_RECORDS PROVIDED_
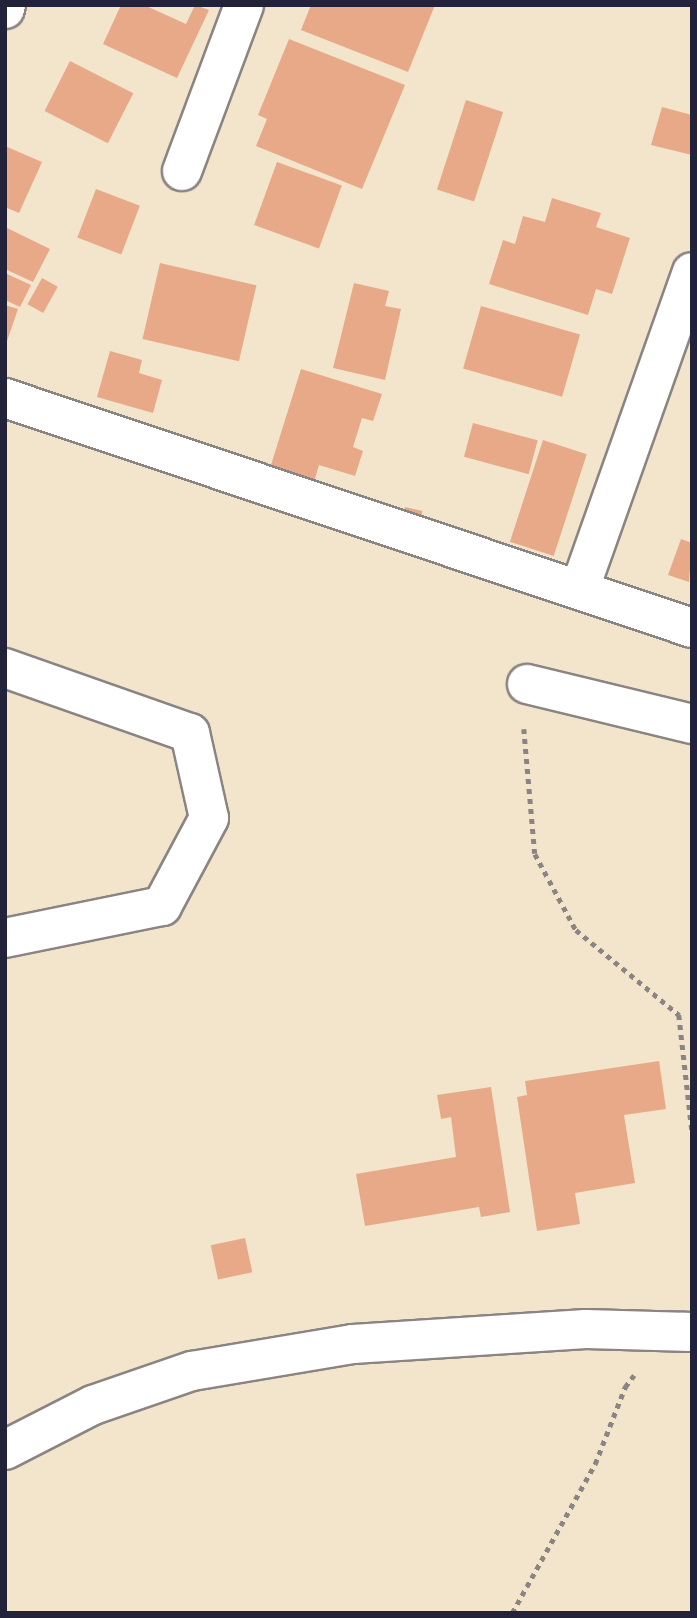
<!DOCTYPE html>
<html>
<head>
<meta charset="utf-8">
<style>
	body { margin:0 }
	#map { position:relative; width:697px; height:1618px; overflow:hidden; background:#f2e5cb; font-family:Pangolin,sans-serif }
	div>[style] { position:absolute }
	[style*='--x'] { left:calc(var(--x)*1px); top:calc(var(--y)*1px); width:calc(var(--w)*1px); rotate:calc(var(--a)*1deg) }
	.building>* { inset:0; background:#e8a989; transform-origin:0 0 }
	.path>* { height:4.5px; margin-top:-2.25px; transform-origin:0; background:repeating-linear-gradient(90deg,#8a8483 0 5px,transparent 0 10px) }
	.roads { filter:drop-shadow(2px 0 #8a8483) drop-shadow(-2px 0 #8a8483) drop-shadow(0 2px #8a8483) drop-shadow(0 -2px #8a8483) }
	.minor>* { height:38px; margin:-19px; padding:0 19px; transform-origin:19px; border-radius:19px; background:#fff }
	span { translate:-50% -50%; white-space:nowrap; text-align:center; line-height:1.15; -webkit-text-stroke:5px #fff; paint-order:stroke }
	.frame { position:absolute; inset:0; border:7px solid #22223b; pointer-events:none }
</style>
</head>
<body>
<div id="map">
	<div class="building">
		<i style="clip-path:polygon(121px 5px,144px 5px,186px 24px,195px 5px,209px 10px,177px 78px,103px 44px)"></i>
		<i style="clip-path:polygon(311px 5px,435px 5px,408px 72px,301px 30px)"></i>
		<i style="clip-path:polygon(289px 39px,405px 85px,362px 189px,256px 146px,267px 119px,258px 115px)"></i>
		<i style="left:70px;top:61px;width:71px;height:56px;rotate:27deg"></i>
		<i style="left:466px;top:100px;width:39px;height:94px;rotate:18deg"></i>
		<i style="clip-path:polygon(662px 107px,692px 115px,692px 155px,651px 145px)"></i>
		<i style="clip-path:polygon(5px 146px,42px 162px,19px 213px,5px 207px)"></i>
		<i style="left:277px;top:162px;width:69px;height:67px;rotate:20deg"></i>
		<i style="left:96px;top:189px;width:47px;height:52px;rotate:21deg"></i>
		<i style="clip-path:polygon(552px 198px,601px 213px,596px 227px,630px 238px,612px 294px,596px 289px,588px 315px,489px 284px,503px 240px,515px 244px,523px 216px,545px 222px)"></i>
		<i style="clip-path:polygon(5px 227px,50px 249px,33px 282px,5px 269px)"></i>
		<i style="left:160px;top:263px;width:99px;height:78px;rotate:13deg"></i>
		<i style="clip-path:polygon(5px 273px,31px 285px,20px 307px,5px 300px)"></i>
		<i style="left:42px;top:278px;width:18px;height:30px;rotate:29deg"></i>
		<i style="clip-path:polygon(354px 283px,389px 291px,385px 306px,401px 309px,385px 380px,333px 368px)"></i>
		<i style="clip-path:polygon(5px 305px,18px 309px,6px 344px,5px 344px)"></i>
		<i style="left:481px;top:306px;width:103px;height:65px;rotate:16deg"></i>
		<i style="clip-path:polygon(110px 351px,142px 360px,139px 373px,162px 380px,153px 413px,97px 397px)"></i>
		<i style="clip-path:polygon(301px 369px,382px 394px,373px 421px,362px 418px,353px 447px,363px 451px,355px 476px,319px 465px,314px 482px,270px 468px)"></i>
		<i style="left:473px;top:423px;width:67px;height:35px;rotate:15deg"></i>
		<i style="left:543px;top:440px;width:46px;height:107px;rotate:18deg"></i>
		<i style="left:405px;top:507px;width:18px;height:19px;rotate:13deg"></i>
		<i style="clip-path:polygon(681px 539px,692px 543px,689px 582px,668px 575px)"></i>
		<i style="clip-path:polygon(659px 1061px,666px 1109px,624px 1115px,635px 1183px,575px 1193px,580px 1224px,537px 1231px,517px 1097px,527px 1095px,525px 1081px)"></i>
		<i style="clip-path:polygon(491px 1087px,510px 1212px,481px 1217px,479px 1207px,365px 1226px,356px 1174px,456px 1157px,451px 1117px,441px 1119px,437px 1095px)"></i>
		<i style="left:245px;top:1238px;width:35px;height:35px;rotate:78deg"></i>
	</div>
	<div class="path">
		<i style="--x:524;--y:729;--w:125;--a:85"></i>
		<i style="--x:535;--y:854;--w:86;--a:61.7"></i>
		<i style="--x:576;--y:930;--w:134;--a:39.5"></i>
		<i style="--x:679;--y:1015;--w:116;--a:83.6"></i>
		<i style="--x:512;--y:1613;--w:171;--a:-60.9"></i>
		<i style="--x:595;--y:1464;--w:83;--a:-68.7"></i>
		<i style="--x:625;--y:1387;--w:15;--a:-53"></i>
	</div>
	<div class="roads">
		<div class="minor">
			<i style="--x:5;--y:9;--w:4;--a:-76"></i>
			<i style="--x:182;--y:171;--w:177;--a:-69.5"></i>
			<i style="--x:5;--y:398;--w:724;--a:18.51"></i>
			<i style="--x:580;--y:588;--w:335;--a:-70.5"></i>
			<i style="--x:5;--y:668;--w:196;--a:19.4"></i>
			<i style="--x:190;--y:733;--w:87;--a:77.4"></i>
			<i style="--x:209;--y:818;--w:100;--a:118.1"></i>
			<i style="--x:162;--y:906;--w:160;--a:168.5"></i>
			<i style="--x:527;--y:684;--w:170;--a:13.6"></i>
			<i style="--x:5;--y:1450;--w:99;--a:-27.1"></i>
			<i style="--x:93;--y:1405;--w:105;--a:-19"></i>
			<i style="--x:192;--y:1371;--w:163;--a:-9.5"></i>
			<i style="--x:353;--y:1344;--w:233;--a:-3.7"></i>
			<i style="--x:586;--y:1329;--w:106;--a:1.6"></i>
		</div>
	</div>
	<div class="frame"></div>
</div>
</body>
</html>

_TASK OBJECTIVE_
Whenever a line above contains "roads", copy that line.

_EXERCISE SOLUTION_
	.roads { filter:drop-shadow(2px 0 #8a8483) drop-shadow(-2px 0 #8a8483) drop-shadow(0 2px #8a8483) drop-shadow(0 -2px #8a8483) }
	<div class="roads">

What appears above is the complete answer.